Is language huffman coded?
Huffman coding, for the uninitiated is a sort of compression scheme in computer science that assignes short binary representations to frequently used characters and longer binary representations to the less frequently used. The idea is that what you lose by encoding less frequently occuring characters with longer bitstrings, you gain by encoding more frequently used characters with shorter bitstrings.
Having said that, something I noticed only lately is that human language seems like its encoded using a similar scheme. The more frequent a word is used, the shorter it is. For examples, most of the closed class words like prepositons and determiners and sometimes even commonly used verbs are short, while the ones which are longer are usually rarely used words. Since I’ve been bragging lately about all this computing power that I have, Its about time to flaunt it.
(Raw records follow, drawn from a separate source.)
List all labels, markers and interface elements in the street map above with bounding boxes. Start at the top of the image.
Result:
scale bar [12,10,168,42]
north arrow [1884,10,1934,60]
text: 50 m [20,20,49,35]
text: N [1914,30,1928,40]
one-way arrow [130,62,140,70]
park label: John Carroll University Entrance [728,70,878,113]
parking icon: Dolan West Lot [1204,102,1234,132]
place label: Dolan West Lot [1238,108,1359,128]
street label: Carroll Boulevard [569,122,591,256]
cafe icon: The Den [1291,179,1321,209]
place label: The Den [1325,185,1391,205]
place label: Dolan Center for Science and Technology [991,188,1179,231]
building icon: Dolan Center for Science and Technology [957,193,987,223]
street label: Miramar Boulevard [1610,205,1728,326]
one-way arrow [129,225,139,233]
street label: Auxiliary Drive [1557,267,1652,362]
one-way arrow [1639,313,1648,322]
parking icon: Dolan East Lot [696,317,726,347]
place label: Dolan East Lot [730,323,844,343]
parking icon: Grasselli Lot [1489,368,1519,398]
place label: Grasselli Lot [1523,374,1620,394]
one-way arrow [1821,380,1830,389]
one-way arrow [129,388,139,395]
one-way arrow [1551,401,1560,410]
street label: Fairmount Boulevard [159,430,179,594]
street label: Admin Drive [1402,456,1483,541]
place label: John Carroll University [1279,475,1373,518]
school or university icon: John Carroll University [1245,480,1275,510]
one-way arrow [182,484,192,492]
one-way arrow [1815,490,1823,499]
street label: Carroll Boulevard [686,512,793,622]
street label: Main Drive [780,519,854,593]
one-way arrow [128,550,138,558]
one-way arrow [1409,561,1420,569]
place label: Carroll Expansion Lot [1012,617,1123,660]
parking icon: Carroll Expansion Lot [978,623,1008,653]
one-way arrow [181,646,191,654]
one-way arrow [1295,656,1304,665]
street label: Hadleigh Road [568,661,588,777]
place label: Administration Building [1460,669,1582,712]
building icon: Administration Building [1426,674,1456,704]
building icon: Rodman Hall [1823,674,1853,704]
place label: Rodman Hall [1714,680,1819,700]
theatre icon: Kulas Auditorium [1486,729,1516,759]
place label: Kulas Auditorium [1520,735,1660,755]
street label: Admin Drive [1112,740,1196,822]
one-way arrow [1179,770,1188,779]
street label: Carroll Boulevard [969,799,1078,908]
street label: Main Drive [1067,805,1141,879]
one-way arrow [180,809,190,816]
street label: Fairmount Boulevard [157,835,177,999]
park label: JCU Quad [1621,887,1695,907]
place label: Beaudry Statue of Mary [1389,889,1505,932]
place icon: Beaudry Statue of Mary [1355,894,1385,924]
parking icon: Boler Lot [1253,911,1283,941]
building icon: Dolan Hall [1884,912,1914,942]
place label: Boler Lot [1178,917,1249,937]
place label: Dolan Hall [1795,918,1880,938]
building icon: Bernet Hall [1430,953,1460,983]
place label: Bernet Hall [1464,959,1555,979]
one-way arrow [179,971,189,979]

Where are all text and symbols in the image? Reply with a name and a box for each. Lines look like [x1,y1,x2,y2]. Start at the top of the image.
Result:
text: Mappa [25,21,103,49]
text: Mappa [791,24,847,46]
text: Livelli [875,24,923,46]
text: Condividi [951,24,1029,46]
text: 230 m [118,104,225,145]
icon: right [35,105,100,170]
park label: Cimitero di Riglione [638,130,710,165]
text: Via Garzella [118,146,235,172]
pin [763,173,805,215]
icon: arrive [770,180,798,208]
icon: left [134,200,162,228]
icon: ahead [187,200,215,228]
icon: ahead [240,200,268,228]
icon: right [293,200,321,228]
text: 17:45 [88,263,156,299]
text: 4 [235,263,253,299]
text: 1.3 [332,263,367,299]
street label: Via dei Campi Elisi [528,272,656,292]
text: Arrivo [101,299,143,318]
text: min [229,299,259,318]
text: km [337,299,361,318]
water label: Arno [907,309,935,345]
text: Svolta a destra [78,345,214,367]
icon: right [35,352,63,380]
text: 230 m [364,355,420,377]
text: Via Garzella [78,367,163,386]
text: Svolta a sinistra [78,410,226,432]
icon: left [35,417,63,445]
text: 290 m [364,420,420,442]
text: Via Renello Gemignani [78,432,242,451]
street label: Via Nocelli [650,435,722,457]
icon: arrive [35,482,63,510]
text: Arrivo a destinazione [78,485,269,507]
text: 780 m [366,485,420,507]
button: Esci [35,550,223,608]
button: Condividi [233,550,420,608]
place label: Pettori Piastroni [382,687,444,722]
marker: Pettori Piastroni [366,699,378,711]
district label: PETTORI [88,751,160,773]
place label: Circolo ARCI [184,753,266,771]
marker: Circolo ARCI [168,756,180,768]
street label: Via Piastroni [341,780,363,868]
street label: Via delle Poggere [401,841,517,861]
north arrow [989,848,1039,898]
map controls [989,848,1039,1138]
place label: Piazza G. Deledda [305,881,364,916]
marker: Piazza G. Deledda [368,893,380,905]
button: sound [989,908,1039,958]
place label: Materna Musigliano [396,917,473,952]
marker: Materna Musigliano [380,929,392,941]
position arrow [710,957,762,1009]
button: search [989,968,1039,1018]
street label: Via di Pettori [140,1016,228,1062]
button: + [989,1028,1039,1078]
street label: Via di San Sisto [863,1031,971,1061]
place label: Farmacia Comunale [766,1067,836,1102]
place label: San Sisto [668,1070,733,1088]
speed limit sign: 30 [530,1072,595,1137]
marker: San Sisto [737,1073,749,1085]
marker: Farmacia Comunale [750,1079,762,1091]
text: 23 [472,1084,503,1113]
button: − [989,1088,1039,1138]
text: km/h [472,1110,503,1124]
I used the enron corpus which contains about 250,000 unique email messages totalling to approximately 1.5 gigs of text, small but not too small. I plotted the word frequency vs length of the word and the results seem as expected (click the image to see a better picture).
There is an initial peak when the length of characters is about 3 or so and then the frequency rapidly declines to almost nothing when the length increases to around 13 or so. A much clearer picture of the encoding that goes on here can be obtained if we normalize the frequency counts by the number of words of a given length. There are very few one letter words (namely the determiner ‘a’) but more two letter words (‘an’,’to’,’in’,etc..) and so on.
At first look the above graph looks negative exponential to me (meaning, good job on the compression). Infact this is what one would expect if someone were to do a good job on the compression.
Its really suprising to realise that what usually requires sophisticated critical thinking (schemes like huffman encoding) can also be easily reproduced by random, unplanned phenomena like linguistic evolution.